### SOURCE RECORDS
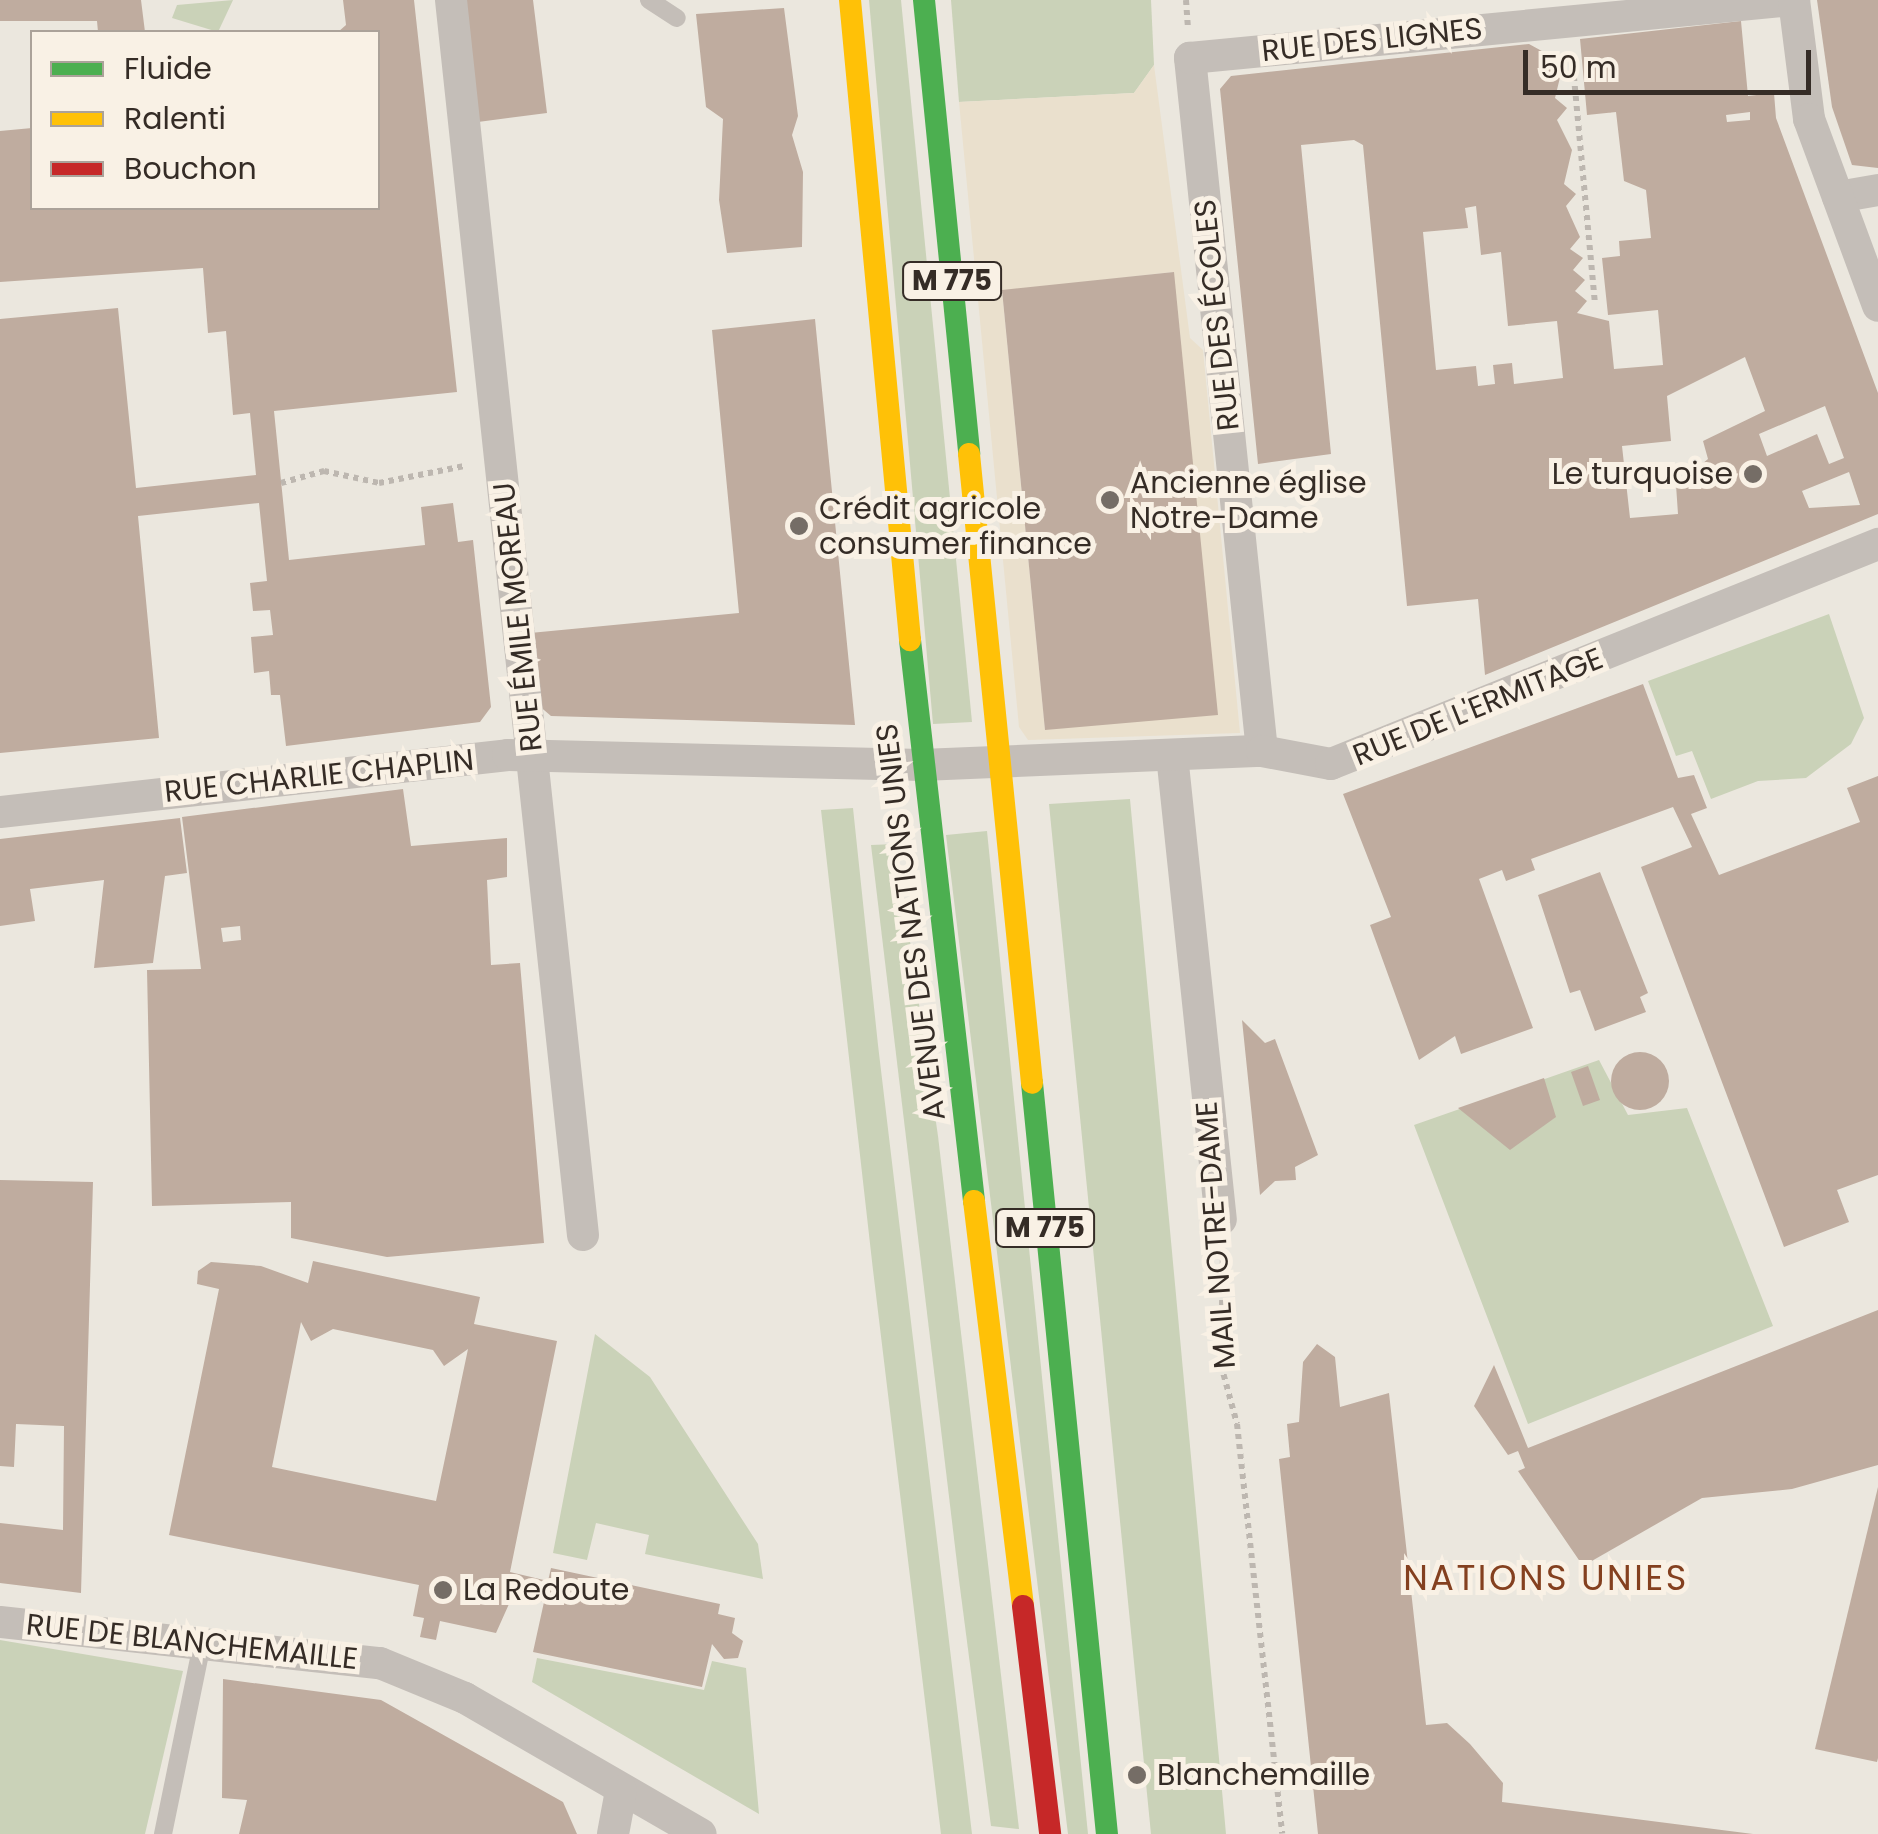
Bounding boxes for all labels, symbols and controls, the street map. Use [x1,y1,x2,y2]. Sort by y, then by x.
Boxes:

---

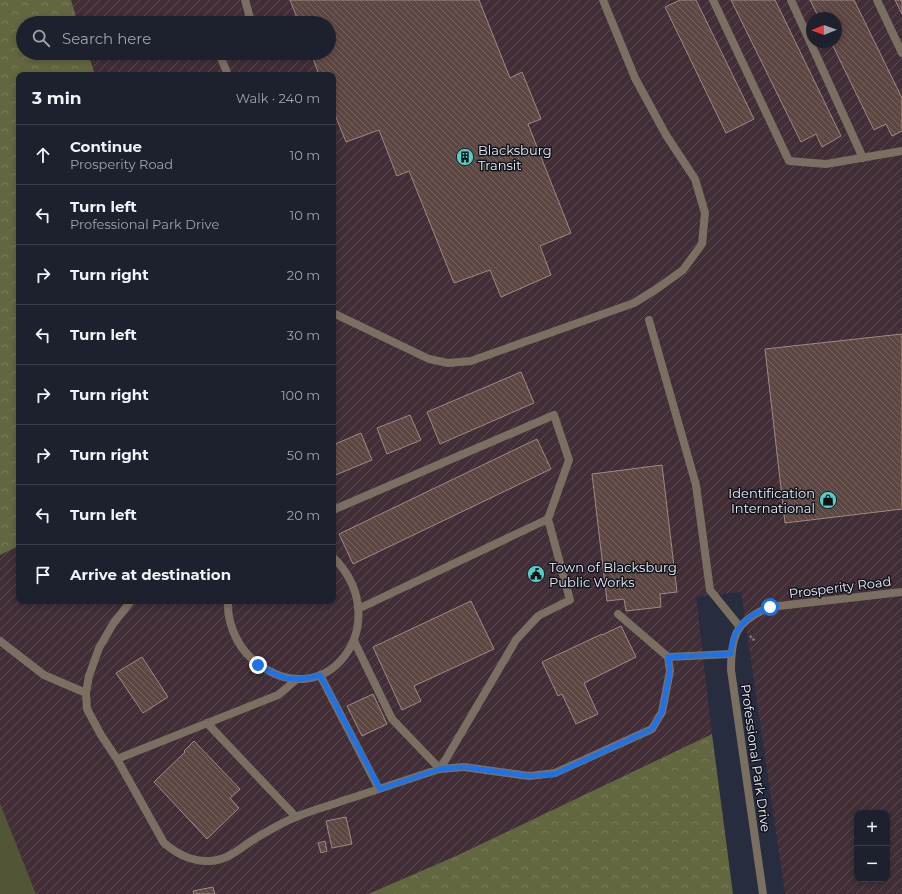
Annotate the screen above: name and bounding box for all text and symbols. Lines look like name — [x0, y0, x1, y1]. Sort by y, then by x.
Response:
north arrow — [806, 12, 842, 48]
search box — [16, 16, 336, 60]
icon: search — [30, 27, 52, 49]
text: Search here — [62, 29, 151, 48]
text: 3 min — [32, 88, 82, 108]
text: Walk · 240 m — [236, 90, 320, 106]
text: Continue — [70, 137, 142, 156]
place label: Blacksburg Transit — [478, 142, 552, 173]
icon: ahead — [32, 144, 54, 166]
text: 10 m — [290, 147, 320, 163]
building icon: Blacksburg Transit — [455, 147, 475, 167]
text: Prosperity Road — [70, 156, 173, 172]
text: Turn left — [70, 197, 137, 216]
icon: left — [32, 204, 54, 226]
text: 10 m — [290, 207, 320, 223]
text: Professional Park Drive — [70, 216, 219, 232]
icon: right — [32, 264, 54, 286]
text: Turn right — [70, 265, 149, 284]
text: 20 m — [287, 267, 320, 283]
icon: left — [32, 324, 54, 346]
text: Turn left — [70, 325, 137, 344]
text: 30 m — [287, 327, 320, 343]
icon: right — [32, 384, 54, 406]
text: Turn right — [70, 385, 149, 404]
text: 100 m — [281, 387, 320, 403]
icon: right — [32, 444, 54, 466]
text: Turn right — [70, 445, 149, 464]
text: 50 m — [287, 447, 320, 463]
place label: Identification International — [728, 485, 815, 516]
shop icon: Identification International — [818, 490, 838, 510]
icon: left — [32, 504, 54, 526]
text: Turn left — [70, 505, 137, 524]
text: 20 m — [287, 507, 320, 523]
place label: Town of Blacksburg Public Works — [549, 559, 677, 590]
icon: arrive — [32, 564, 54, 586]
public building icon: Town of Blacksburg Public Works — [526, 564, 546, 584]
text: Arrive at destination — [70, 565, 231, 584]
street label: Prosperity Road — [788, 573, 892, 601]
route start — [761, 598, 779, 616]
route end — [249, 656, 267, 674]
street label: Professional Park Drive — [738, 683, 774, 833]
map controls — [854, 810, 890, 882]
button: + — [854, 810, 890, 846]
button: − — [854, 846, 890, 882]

### TRY IT
For the string "then", report how many lines of the records contain it, giving the number only.

### TASK RESPONSE
2